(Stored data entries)

____________________

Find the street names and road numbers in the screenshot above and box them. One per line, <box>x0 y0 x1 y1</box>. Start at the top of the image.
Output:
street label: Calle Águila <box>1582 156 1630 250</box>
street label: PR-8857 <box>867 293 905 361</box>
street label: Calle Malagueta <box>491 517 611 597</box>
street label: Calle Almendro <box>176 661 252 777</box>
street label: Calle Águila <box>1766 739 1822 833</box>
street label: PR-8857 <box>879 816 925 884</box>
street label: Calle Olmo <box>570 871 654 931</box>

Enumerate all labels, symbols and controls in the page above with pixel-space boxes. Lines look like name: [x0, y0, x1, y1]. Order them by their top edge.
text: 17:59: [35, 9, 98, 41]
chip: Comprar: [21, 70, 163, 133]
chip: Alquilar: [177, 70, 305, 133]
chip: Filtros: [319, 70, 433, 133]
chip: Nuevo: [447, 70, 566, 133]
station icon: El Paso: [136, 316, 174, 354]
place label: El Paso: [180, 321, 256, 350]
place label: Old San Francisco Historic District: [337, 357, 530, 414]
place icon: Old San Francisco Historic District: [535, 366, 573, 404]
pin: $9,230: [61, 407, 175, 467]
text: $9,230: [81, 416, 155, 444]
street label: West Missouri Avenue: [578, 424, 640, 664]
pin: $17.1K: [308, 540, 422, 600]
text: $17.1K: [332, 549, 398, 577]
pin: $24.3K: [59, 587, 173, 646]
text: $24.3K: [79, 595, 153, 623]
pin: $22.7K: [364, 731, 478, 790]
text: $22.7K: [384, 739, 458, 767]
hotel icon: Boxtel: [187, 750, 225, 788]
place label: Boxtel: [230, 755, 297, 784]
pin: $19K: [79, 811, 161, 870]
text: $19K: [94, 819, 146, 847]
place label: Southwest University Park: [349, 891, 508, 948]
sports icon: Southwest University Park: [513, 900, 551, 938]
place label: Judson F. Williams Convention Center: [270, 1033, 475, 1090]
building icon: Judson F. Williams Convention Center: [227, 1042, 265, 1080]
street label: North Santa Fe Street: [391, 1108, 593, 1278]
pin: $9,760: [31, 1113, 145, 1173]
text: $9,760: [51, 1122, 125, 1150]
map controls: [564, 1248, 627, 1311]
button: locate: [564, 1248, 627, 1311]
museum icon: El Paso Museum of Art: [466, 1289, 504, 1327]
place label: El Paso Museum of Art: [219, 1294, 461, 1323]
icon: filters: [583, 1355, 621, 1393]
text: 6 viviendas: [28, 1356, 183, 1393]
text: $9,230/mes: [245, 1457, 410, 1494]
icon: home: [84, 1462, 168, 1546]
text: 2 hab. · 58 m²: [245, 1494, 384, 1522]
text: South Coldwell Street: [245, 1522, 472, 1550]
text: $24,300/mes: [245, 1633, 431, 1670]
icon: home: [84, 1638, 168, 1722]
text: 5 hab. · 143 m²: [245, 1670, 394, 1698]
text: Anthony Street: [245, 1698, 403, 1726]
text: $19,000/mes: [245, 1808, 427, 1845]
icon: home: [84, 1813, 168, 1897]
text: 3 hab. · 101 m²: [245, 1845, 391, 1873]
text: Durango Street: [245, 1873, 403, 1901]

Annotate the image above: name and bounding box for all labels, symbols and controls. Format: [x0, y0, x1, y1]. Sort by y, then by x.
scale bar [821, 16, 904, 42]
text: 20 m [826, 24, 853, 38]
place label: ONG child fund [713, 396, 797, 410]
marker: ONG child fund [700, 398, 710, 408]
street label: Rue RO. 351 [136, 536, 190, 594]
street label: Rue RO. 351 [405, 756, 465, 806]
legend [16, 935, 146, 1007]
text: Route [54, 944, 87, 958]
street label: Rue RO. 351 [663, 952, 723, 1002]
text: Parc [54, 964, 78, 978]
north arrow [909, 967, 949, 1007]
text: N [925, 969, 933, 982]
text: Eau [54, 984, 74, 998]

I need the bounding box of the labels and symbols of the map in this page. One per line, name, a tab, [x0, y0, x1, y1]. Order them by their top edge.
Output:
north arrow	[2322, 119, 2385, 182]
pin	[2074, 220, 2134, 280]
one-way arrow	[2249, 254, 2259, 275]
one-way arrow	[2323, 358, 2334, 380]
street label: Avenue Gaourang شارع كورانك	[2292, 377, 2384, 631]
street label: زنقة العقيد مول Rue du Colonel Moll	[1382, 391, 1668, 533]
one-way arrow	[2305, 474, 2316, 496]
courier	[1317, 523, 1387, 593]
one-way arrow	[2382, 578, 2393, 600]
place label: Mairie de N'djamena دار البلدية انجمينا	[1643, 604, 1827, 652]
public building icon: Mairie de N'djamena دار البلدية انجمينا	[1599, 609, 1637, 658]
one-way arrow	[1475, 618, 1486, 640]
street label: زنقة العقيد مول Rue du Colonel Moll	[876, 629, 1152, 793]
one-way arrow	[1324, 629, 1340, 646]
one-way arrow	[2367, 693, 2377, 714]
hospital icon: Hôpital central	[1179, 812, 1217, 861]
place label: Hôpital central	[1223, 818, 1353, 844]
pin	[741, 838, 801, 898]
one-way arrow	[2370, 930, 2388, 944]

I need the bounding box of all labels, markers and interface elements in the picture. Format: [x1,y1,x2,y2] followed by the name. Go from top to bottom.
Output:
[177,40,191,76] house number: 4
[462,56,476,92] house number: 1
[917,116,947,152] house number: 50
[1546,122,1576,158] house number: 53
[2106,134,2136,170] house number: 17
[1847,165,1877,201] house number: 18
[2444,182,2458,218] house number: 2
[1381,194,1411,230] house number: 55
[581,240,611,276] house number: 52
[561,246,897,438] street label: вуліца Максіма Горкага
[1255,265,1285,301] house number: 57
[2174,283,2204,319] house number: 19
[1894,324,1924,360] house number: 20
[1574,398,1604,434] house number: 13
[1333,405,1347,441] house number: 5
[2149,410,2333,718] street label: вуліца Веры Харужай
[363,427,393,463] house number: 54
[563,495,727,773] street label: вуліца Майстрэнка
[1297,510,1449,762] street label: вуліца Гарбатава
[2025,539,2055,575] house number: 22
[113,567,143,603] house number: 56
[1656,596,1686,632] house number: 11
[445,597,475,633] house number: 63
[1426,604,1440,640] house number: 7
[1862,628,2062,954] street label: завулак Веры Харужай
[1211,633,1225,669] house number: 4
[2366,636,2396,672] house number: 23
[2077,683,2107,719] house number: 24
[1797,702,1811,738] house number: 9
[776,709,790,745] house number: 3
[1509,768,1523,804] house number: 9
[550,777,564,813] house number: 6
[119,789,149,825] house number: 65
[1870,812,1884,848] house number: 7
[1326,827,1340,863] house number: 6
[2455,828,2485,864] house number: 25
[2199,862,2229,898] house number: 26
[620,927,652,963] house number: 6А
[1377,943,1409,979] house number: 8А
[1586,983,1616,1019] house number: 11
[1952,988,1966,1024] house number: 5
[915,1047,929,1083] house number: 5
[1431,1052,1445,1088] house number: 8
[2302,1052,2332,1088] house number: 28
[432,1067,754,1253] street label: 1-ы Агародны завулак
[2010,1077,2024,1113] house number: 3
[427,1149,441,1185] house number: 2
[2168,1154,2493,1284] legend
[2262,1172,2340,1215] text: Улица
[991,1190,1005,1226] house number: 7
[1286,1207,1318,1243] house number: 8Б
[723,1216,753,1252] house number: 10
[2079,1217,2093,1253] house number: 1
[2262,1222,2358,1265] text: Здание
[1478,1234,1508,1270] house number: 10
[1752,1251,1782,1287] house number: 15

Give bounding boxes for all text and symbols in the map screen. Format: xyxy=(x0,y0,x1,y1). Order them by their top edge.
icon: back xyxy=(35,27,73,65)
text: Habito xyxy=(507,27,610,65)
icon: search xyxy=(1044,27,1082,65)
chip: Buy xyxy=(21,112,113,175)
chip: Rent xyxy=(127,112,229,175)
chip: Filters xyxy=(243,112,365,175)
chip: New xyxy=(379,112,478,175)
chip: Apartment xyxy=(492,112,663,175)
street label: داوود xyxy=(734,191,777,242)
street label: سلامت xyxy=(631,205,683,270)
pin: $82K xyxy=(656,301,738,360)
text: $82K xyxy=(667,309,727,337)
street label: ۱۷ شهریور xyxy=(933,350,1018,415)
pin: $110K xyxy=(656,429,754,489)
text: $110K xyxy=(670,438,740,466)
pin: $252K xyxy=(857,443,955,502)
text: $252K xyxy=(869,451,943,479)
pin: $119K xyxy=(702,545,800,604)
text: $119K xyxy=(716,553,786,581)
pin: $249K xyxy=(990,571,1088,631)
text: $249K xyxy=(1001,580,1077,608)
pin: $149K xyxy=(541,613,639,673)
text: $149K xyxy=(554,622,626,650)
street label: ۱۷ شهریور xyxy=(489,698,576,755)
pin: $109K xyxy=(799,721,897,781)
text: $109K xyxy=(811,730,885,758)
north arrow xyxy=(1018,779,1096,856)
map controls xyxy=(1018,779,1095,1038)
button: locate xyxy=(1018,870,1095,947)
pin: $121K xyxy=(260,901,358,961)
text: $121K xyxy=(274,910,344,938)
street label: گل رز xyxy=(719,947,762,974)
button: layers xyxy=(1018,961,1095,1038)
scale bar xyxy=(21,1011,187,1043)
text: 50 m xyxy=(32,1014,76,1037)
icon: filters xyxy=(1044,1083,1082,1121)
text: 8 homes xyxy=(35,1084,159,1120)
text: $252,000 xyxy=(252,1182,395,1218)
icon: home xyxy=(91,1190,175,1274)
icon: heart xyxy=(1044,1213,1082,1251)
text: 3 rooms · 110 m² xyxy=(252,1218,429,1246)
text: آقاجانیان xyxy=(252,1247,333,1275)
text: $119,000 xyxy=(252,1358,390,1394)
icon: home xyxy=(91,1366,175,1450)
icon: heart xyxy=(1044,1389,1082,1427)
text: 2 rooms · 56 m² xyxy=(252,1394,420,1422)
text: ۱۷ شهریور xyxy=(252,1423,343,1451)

____________________

### Exercise requirements
A single number is requested: the count of lines in the data that hold "Hôpital".

### Answer to the exercise
2